You juked the little bit of real geek in me.  I went to startpage.com and read everything.  It is now my default search engine.  Thanks for the info.


----------



## Sdoap (Dec 5, 2018)

Dennis said:


> You juked the little bit of real geek in me.  I went to startpage.com and read everything.  It is now my default search engine.  Thanks for the info.


You might also want to check out Duck Duck Go dot com. They say they do not track.


----------



## LBussy (Dec 5, 2018)

They are similar, but the URLs are not obfuscated.  Do a couple searches with Duck Duck Go and then a couple with StartPage.  After that check your browser history to see the difference.  
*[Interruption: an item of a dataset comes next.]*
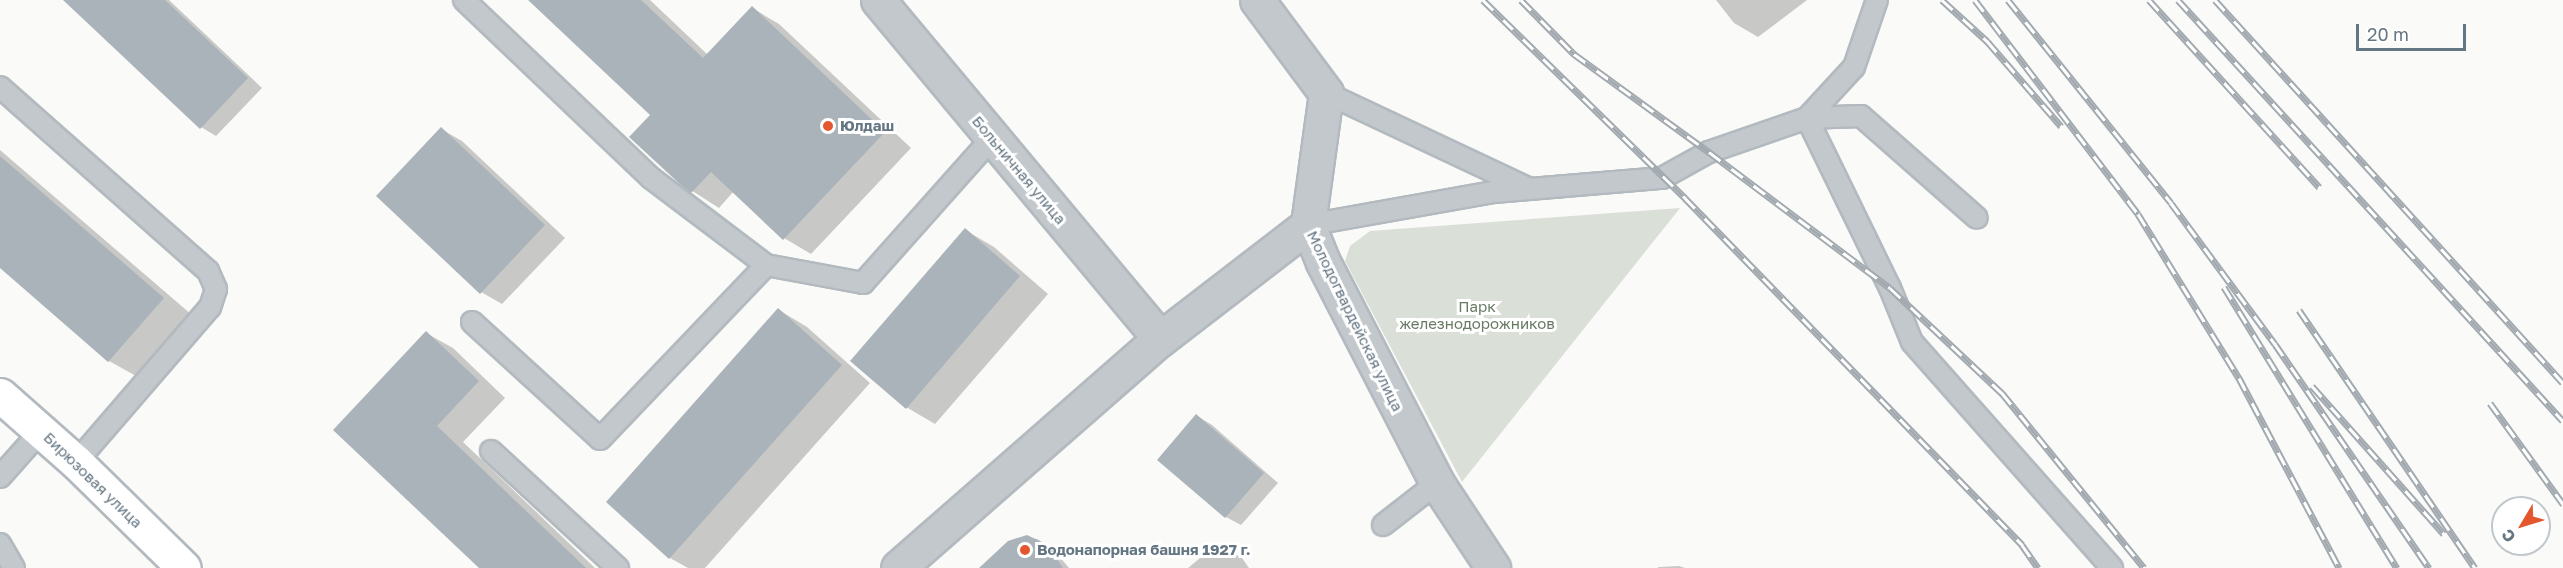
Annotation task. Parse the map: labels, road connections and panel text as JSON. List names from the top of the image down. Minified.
{"streets":{"main road":["Бирюзовая улица"],"street":["Больничная улица","Молодогвардейская улица"]},"parks":["Парк железнодорожников"],"places":["Юлдаш","Водонапорная башня 1927 г."],"scale_bar":"20 m","north":"bottom left"}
The URL is passed visibly to the search provider even using HTTPS so any “bad actor” can tell what you are searching for.


----------



## Dennis (Dec 6, 2018)

LBussy said:


> They are similar, but the URLs are not obfuscated.  Do a couple searches with Duck Duck Go and then a couple with StartPage.  After that check your browser history to see the difference.
> 
> The URL is passed visibly to the search provider even using HTTPS so any “bad actor” can tell what you are searching for.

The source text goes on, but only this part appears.